The Bank of Canada sets what is called the “overnight rate” which has more to do with how banks borrow money among themselves than it does have a direct impact on consumers. However, according to the Bank of Canada website ,

“Changes in the target for the overnight rate influence other interest rates, such as those for consumer loans and mortgages.”

So basically the overnight rate can influence the prime lending rate, but it doesn’t have to… the banks decide that for themselves and subsequently for us.

The prime rate (currently 3%) is what Variable Rate Mortgages are based on. A typical variable rate mortgage will have a component plus or minus to prime. So if the prime rate is 3% and the component is -.5%, your contract rate would be 2.5%.  When the lender changes the prime rate, your rate goes up or down accordingly.

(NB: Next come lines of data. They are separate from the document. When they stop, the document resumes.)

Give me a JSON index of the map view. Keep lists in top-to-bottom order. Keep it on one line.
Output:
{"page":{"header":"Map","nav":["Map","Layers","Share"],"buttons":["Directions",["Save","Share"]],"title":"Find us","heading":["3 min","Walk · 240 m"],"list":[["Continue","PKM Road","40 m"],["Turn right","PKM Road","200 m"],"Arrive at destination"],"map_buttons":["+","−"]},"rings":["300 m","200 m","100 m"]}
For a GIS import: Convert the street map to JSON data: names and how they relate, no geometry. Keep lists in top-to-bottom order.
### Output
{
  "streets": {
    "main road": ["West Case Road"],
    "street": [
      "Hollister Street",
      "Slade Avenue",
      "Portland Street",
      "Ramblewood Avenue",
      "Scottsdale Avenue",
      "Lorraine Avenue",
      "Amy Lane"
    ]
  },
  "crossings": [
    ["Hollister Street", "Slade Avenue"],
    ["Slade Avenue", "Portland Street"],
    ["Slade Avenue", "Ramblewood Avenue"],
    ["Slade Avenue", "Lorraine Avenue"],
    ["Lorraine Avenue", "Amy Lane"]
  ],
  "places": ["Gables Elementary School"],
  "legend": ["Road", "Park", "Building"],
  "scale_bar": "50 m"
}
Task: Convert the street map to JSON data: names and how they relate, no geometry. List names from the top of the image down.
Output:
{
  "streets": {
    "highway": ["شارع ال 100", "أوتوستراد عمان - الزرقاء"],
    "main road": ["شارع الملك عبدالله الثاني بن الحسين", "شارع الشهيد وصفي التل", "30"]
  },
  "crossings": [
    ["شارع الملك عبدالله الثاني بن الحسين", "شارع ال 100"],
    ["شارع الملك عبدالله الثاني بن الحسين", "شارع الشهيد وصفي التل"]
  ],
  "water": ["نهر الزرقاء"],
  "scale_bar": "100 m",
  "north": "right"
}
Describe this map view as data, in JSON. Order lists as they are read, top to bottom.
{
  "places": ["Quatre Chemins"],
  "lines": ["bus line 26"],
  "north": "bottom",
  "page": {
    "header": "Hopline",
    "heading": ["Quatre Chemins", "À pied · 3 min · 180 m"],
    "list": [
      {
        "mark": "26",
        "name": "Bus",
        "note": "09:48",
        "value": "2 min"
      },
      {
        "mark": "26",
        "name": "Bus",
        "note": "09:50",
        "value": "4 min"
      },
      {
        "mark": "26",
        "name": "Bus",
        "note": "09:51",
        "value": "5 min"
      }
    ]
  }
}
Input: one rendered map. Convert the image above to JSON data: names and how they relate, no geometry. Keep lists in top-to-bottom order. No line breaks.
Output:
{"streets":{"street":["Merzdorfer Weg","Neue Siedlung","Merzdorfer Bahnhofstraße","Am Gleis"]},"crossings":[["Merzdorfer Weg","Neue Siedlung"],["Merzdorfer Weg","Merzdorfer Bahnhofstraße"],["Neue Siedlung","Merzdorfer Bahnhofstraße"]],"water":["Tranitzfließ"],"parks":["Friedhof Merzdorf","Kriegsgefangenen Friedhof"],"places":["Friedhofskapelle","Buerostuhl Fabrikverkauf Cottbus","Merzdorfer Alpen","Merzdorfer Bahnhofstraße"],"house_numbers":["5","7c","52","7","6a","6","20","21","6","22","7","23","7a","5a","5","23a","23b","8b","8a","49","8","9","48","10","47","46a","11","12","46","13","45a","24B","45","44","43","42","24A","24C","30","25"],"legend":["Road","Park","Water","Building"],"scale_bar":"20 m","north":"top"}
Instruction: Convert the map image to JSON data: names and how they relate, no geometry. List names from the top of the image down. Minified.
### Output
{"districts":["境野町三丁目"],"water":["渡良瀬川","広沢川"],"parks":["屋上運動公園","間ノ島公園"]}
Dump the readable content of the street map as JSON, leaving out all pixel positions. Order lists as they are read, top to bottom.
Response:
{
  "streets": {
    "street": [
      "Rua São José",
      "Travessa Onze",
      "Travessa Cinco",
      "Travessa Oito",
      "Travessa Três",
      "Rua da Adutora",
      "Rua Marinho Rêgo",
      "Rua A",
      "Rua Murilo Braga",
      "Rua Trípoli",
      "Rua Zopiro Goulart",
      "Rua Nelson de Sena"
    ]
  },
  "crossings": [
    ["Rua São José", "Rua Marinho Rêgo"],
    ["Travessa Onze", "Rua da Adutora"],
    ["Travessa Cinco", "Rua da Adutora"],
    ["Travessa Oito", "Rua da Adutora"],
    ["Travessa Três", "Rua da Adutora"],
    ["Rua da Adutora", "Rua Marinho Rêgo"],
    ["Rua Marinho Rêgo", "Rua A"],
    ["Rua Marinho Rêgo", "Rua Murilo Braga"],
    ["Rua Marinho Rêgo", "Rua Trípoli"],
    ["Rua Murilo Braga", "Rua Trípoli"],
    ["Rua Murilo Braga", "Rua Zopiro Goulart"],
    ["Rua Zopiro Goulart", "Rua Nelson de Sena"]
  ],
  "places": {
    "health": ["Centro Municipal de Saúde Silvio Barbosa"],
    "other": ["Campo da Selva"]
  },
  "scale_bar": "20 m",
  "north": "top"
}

The confusion is a result of a lot of people believing the overnight rate is the prime rate. The over night rate is currently 0.75% whereas the prime rate is still 3%. As of right now, there has been no changes to mortgage rates as a result of the Bank of Canada announcement.

Will Rates Go Down?

Typically the prime lending rate does go down when the Bank of Canada lowers the overnight rate. However this is up to the banks to decide. The banks could decide not to pass along this decrease in their expenses to consumers and just hang on to the profitability. TD bank is already on record as saying they will not be lowering their prime rate in response to this latest Bank of Canada move.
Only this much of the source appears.